WORK TO BE COMPLETED: One number is the whole answer: the tally of lines in the records that include the word "fabs".

EXERCISE DATA:
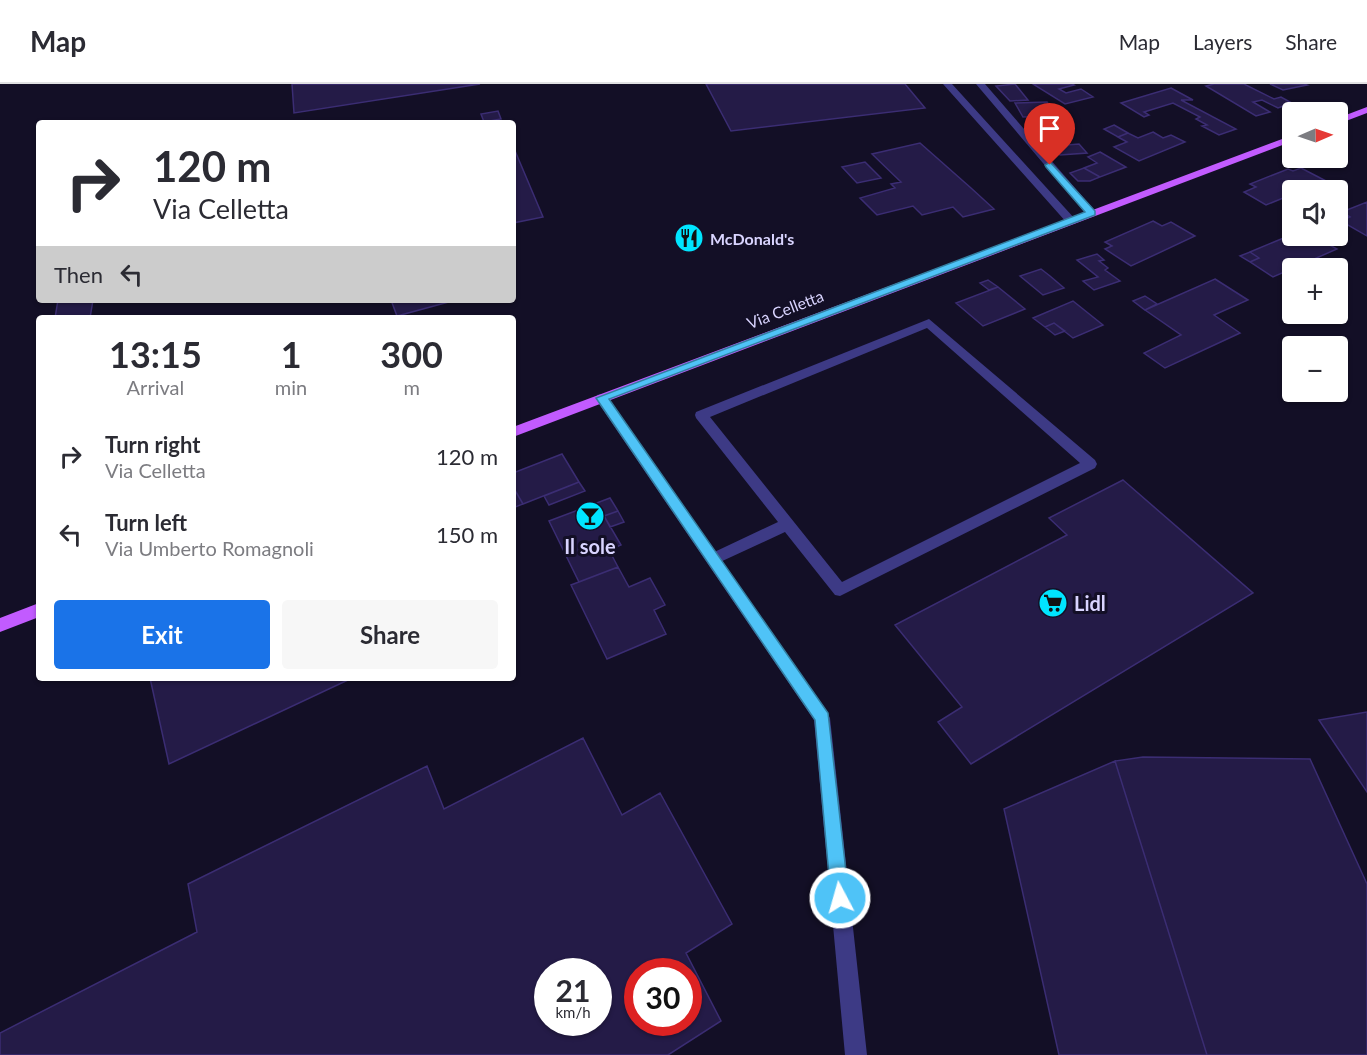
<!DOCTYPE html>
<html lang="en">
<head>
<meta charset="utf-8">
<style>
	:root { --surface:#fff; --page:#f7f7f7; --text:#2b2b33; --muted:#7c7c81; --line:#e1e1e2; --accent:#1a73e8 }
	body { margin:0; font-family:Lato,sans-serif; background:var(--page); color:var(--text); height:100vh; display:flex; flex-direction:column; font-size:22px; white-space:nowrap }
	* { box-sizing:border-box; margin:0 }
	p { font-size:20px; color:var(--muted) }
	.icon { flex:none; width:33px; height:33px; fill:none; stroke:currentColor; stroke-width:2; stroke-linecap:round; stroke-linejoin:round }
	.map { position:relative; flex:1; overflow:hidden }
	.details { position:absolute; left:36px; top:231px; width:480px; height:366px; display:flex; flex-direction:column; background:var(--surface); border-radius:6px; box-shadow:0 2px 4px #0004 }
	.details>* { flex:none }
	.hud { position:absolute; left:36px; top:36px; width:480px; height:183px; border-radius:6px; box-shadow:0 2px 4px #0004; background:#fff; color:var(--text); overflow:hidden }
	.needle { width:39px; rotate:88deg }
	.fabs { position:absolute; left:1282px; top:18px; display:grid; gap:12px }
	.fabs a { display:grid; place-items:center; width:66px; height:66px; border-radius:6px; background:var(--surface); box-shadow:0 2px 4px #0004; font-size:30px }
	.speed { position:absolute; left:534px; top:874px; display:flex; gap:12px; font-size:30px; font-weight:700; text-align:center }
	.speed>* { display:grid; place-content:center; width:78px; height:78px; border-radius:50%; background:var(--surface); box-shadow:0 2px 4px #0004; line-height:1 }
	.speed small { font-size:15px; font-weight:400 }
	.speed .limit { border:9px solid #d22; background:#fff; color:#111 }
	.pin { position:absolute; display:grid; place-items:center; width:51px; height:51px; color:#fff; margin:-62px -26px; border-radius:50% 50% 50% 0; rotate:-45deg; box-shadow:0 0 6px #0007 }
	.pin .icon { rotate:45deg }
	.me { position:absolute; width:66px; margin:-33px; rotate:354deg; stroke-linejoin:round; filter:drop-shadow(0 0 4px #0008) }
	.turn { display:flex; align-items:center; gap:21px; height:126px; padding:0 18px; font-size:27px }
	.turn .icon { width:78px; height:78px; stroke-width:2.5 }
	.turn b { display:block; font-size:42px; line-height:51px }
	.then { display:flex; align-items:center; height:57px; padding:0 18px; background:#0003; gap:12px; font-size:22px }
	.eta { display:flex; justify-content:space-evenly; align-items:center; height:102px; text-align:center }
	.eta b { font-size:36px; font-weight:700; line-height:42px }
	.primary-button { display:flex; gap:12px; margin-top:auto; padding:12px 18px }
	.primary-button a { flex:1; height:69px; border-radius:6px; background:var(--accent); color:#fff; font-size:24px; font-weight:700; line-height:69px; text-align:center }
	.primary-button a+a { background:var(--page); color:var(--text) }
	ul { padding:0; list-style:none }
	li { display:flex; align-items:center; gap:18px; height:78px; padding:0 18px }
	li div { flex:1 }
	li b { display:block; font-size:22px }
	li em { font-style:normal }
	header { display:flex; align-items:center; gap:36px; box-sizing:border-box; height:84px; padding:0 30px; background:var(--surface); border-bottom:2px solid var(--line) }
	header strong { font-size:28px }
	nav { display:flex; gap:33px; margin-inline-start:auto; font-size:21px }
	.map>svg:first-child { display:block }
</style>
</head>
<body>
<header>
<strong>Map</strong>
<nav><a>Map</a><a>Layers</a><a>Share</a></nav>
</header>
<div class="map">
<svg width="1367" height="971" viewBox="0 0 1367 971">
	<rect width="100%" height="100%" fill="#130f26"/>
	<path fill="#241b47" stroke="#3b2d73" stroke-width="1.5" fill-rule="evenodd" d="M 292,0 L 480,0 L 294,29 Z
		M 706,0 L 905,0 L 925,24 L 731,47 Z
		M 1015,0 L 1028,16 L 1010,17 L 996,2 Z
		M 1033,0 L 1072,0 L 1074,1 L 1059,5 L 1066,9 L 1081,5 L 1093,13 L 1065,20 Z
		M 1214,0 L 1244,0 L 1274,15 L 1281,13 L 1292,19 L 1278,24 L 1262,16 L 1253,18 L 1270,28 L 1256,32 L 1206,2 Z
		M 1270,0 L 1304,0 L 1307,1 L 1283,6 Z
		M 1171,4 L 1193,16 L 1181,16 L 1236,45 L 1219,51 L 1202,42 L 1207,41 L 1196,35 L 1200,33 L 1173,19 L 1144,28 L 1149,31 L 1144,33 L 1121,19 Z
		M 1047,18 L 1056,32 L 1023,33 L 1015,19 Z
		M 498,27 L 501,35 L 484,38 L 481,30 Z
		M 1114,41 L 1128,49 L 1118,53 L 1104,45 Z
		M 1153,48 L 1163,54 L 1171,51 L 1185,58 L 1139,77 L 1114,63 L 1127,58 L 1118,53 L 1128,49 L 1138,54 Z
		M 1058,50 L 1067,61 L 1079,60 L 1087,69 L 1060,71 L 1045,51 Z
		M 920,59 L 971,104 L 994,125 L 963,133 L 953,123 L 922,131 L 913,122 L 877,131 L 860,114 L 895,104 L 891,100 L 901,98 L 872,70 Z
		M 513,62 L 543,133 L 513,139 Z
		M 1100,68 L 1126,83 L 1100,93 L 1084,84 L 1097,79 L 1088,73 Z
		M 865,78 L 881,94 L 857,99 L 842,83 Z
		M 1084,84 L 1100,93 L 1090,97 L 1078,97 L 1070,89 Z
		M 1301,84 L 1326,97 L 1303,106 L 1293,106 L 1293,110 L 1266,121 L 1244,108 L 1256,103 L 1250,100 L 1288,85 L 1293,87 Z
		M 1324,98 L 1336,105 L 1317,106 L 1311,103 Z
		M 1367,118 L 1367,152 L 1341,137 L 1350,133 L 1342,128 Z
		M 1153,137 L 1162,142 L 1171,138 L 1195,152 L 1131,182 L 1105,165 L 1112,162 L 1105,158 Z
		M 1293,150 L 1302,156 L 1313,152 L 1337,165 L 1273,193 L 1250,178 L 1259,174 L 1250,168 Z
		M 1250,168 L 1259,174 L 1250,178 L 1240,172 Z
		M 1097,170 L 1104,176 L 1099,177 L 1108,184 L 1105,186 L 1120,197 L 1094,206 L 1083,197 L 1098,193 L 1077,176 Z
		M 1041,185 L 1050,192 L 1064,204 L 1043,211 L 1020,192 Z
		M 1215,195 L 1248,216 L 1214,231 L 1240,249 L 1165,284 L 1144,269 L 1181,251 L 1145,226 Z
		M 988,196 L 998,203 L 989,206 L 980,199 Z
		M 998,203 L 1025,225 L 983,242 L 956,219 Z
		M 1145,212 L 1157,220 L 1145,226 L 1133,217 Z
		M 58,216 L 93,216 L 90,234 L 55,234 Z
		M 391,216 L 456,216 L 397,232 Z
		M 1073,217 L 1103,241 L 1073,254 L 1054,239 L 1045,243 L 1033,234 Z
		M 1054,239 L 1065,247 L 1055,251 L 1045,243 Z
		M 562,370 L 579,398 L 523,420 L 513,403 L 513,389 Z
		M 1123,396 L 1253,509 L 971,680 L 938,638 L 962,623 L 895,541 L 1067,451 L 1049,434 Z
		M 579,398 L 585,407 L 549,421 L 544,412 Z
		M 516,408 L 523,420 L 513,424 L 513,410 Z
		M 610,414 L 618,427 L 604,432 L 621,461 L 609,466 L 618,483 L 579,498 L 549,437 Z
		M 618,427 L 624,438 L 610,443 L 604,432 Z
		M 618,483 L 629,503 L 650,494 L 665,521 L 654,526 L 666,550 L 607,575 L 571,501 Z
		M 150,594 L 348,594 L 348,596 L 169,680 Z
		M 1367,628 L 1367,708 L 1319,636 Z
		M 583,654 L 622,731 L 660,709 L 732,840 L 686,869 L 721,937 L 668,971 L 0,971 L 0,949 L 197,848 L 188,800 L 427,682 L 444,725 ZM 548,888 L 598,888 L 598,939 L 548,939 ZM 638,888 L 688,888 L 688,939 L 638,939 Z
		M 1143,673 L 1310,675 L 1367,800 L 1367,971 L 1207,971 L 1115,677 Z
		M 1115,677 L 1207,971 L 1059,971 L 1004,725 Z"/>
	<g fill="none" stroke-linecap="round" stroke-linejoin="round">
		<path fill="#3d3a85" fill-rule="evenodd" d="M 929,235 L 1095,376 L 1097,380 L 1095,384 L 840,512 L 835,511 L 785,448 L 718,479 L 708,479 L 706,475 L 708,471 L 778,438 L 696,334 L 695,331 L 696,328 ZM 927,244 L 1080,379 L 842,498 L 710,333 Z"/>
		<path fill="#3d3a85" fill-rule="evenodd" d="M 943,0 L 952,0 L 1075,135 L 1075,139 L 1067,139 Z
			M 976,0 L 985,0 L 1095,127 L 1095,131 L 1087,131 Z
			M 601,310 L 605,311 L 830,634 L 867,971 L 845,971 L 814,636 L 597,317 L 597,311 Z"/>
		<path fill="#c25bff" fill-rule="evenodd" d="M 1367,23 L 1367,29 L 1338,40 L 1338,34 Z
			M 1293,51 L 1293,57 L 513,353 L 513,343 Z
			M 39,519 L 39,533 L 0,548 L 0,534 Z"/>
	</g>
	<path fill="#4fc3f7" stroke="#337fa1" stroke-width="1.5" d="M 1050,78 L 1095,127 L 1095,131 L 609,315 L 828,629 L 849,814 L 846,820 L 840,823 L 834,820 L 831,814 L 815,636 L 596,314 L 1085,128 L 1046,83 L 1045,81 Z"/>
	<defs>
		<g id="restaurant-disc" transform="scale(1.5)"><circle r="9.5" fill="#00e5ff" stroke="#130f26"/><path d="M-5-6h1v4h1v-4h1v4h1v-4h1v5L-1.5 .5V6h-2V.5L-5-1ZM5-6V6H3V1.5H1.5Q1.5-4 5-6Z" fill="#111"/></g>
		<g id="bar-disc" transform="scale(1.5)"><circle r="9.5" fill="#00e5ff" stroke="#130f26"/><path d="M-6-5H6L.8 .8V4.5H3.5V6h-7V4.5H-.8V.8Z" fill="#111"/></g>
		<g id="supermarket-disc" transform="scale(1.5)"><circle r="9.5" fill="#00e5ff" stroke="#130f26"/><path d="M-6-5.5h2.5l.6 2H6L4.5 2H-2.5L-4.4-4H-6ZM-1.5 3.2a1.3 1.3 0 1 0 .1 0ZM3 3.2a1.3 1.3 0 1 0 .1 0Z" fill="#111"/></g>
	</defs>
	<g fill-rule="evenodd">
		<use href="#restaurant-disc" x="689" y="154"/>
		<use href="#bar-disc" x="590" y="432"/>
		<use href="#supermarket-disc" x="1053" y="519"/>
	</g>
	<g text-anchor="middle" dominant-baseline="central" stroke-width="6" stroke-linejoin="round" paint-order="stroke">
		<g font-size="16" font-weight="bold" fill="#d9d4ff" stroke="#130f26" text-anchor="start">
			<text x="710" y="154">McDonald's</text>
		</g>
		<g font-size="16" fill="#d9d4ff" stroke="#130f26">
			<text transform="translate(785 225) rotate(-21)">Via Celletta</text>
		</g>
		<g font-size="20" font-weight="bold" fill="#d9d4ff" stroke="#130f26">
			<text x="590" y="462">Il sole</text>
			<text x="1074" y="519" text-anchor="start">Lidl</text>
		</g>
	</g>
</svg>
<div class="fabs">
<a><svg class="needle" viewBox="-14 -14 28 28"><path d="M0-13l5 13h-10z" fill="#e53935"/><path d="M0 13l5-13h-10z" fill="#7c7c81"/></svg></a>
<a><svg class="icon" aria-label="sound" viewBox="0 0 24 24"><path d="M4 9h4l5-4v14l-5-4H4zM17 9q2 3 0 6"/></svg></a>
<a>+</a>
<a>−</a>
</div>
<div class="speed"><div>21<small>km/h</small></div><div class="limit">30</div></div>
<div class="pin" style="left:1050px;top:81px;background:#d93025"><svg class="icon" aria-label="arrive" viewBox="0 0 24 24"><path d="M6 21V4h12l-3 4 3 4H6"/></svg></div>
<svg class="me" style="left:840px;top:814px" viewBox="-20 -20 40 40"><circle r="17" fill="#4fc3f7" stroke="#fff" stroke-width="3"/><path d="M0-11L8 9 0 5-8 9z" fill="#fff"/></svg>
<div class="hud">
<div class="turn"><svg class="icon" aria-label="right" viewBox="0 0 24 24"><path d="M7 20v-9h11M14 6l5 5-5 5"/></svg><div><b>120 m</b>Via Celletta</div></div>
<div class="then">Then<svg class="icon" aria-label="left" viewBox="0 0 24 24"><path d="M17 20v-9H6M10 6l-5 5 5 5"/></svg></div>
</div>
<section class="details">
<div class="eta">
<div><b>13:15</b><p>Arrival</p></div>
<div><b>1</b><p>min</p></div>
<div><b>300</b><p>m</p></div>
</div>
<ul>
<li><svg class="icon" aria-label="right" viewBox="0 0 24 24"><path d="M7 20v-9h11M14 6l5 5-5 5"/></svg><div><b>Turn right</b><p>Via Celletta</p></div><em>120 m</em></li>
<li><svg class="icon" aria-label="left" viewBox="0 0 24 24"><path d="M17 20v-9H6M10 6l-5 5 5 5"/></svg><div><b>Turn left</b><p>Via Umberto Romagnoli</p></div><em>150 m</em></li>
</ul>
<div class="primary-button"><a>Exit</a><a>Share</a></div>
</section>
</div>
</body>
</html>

ANSWER: 3